WHAT TO DO –
Write only the number of lines below in which "then" occurs.

DATA SECTION –

- - - - - - -

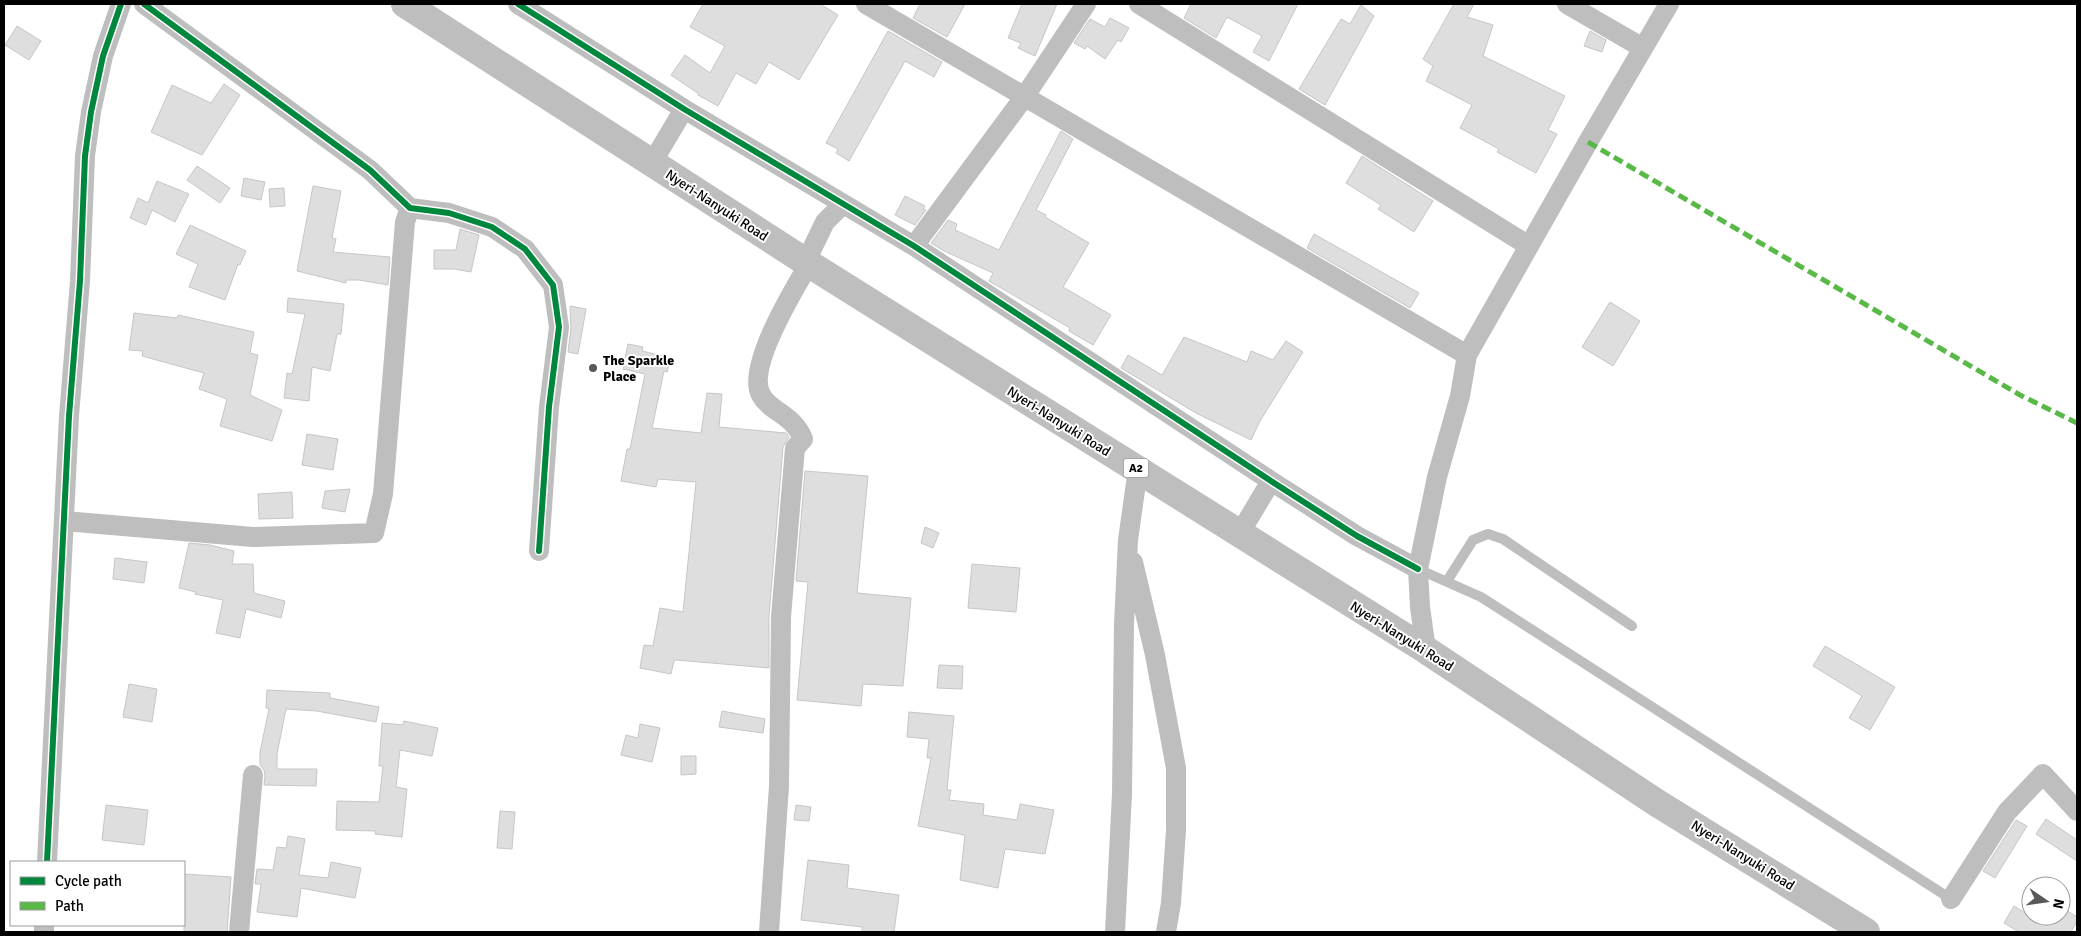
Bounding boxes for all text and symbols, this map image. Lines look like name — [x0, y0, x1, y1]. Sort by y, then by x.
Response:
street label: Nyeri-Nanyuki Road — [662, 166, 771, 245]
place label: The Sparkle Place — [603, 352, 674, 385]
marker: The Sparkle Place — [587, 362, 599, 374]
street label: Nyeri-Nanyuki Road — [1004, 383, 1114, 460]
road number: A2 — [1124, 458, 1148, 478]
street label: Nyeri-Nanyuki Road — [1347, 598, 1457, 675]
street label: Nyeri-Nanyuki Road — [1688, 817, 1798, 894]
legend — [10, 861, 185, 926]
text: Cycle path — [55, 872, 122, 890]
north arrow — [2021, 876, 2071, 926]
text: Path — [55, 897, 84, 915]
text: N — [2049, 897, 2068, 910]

- - - - - - -

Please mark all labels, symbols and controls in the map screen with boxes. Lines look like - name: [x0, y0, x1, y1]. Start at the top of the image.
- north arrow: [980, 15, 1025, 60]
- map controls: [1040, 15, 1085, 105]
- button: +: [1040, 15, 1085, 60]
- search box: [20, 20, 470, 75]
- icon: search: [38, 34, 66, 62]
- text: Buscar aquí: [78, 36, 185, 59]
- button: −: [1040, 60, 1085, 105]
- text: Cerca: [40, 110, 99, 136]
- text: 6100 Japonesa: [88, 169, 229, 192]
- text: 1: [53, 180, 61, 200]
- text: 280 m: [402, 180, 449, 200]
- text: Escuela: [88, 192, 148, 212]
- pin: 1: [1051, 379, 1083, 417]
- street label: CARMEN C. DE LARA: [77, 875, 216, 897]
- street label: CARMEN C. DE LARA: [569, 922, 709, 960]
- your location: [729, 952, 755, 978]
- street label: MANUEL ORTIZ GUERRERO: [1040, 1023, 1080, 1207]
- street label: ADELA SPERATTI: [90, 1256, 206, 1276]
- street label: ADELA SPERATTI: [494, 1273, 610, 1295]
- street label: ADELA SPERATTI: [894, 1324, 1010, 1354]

- - - - - - -

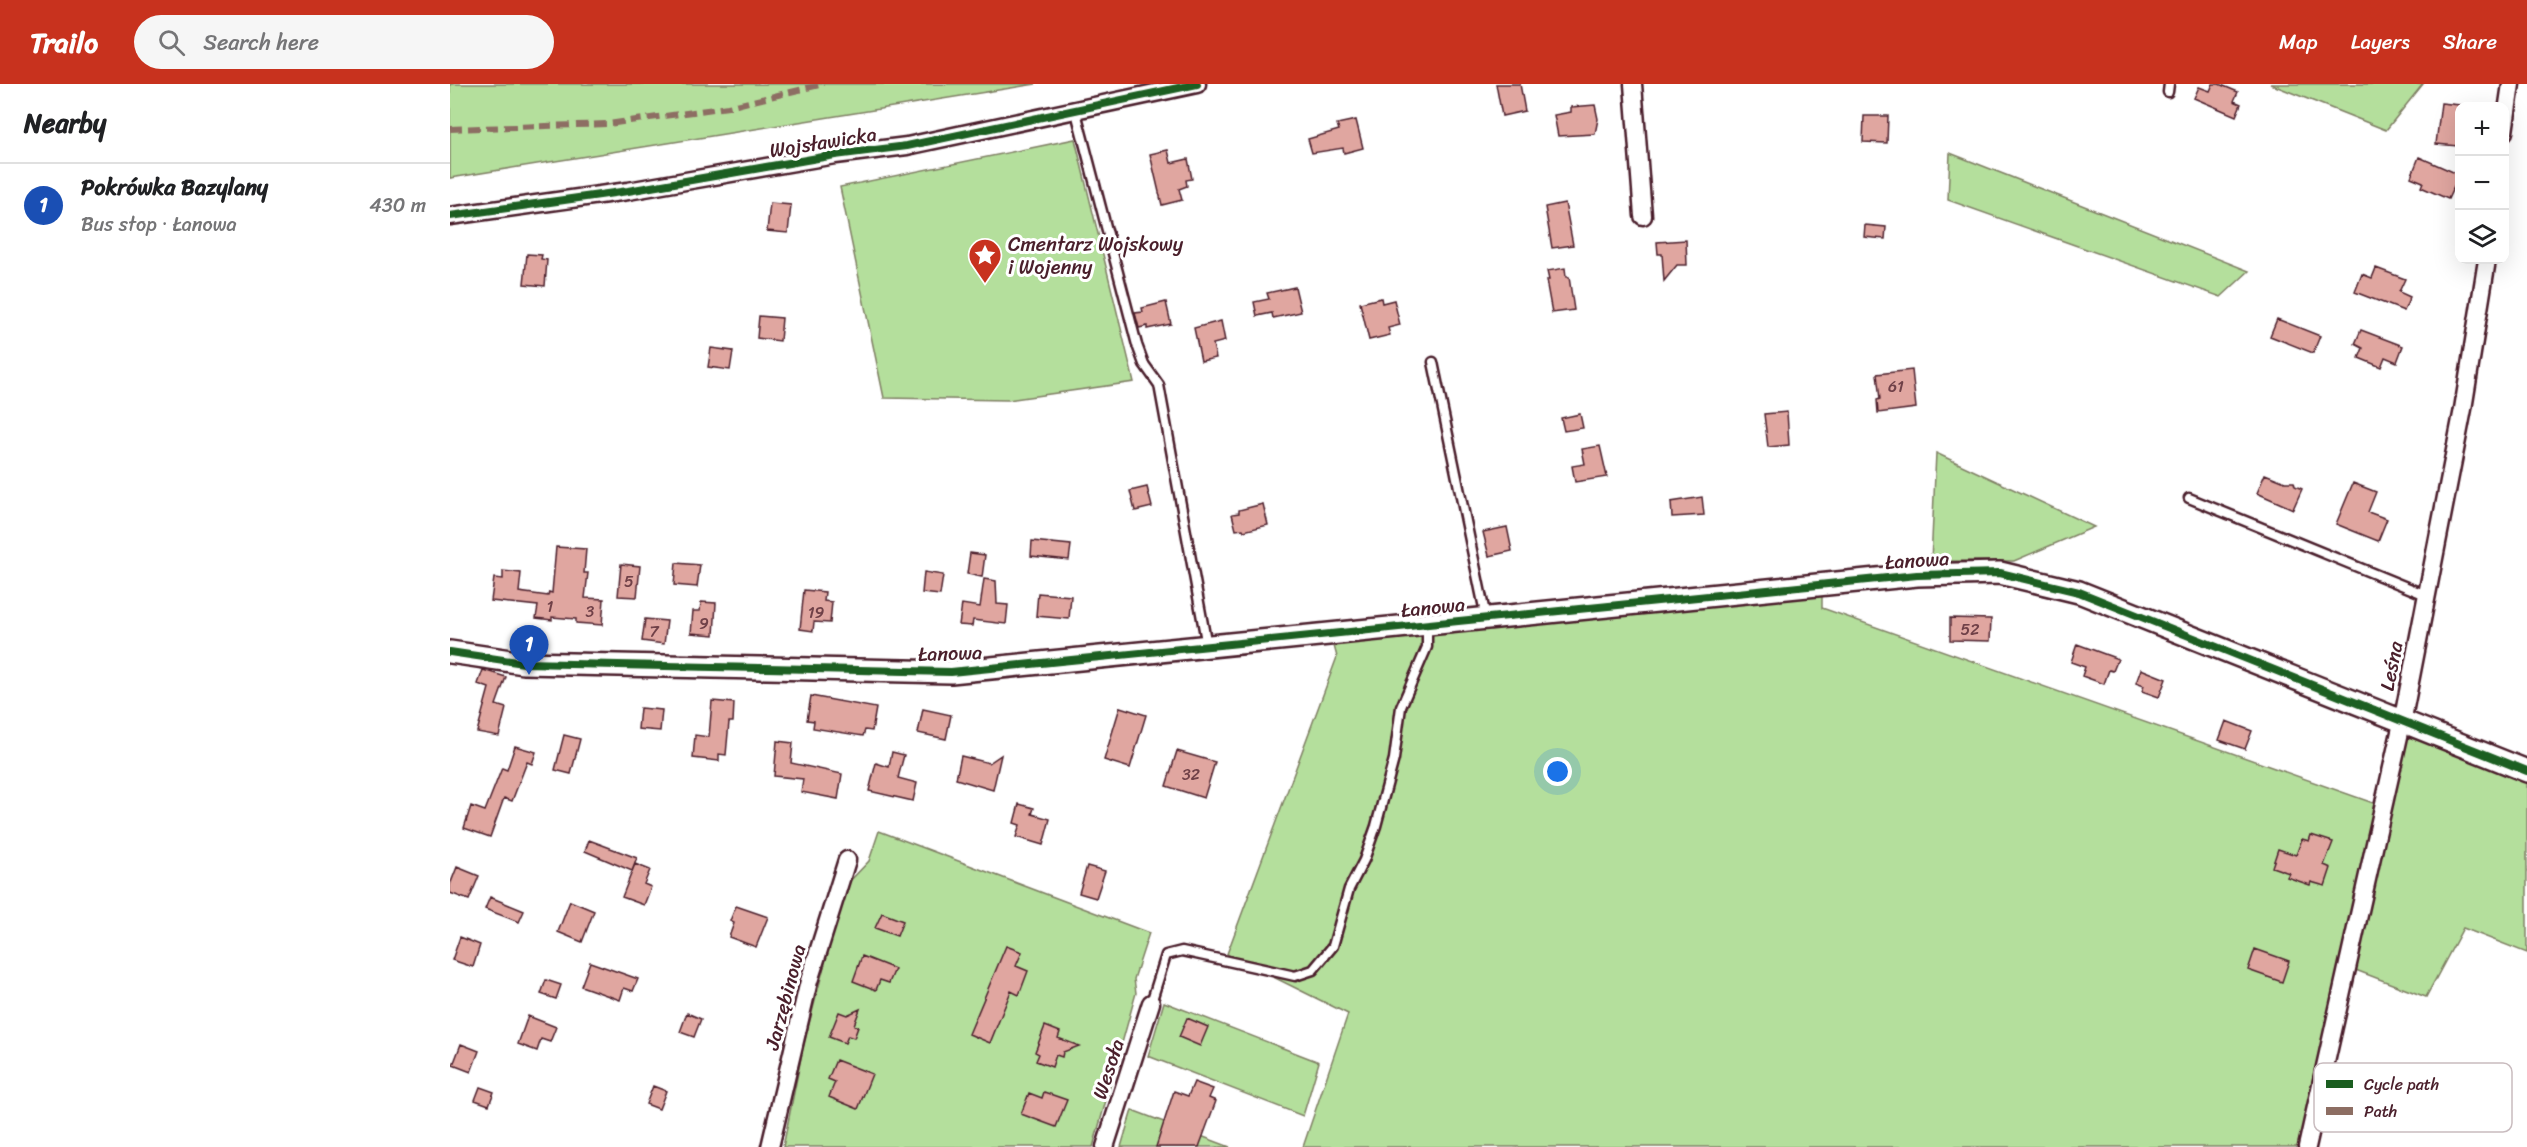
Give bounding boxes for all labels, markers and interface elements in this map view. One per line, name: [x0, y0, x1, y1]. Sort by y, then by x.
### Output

- - - - - - -

PROBLEM SOLUTION –
2